Electronics > Beginners
Transformer question
xavier60:
--- Quote from: Benta on February 02, 2019, 10:31:19 pm ---
--- Quote from: ArthurDent on February 02, 2019, 09:34:26 pm ---Here is a handy reference to explain it all.
http://www.hammondmfg.com/pdf/5c007.pdf
--- End quote ---
That "handy reference" doesn't explain anything at all.
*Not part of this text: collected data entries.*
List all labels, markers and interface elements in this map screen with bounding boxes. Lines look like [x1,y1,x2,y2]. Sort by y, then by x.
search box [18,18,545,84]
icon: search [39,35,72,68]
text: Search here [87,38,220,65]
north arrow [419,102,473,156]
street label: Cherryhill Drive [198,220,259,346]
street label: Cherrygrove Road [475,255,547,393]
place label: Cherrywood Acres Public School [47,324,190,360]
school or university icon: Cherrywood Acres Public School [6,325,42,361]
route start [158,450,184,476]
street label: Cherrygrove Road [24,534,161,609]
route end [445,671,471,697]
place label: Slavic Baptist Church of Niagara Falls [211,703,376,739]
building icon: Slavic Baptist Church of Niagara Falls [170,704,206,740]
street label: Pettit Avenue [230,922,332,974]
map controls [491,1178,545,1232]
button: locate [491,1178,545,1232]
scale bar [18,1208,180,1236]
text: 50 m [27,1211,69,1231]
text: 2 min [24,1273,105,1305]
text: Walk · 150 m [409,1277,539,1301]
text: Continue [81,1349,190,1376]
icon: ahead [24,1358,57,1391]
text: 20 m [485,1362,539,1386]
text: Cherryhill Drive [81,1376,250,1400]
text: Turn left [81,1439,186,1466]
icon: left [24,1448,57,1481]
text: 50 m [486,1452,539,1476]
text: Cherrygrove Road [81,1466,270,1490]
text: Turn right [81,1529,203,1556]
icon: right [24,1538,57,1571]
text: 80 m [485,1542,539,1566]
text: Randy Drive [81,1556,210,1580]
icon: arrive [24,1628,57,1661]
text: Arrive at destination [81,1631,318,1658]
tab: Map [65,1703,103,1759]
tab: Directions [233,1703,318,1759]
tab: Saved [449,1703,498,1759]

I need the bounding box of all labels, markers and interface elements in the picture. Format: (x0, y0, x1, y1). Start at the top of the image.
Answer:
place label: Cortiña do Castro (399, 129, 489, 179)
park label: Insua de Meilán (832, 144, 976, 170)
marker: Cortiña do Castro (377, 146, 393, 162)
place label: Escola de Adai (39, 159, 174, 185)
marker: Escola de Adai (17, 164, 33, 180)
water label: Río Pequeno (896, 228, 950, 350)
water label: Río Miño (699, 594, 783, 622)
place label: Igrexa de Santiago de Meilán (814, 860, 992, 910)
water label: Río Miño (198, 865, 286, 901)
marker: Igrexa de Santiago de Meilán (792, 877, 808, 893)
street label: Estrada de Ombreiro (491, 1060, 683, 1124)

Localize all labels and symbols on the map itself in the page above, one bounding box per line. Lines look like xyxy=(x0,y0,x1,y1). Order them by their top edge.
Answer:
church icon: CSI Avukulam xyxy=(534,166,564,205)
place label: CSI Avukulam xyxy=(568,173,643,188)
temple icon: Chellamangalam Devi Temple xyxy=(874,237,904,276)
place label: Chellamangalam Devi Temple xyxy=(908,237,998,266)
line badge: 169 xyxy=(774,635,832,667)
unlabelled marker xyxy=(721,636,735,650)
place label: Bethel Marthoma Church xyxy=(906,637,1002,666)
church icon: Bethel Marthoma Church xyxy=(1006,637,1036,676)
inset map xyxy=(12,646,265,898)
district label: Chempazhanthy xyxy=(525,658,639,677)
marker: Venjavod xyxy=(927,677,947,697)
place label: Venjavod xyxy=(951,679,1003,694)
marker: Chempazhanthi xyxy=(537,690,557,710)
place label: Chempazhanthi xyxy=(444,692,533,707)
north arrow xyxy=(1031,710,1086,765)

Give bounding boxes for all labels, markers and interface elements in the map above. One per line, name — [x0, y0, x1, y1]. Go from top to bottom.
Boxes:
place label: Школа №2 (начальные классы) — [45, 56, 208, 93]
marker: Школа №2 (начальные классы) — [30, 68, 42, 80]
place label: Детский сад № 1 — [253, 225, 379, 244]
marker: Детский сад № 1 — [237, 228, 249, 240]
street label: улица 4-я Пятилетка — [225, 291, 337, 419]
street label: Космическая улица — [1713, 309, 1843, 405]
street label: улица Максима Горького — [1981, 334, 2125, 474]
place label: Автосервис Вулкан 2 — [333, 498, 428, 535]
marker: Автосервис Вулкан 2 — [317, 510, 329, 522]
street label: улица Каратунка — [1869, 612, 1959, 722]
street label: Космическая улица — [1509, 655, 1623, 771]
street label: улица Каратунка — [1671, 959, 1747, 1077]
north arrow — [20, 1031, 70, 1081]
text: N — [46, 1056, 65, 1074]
Quite the opposite
Please explain to me why "FULL WAVE BRIDGE Resistive Load" tells me to multiply voltage and current by 0.90?
I don't even want to comment on the other configurations, that would be a total waste of time.
Apparently "Hammond Manufacturing" needs any excuse to derate their transformers, leading me to doubt their products.
--- End quote ---
The "0.90" is used to multiply by the RMS voltage to get the Average voltage, 0.9 x 0.707 = 0.636.
I have some doubts about some of the information in the Hammond guide.
Ian.M:
--- Quote from: xavier60 on February 03, 2019, 07:16:44 am ---I have some doubts about some of the information in the Hammond guide.
--- End quote ---
Which specific circuit(s)? Every time I've set up a LTspice sim for one of them, the worst case derating factors come out very close to the Hammond figures. I must admit I haven't tried them all though.
xavier60:
For the FULL WAVE BRIDGE Capacitor Input Load.
V (Avg) D.C. = 0.90 X Sec. V A.C.
With a 30VAC secondary, I wouldn't expect the average DC to be loaded back to 27V at the recommended load derating factor. That's a long way down from the unloaded DC of 42V.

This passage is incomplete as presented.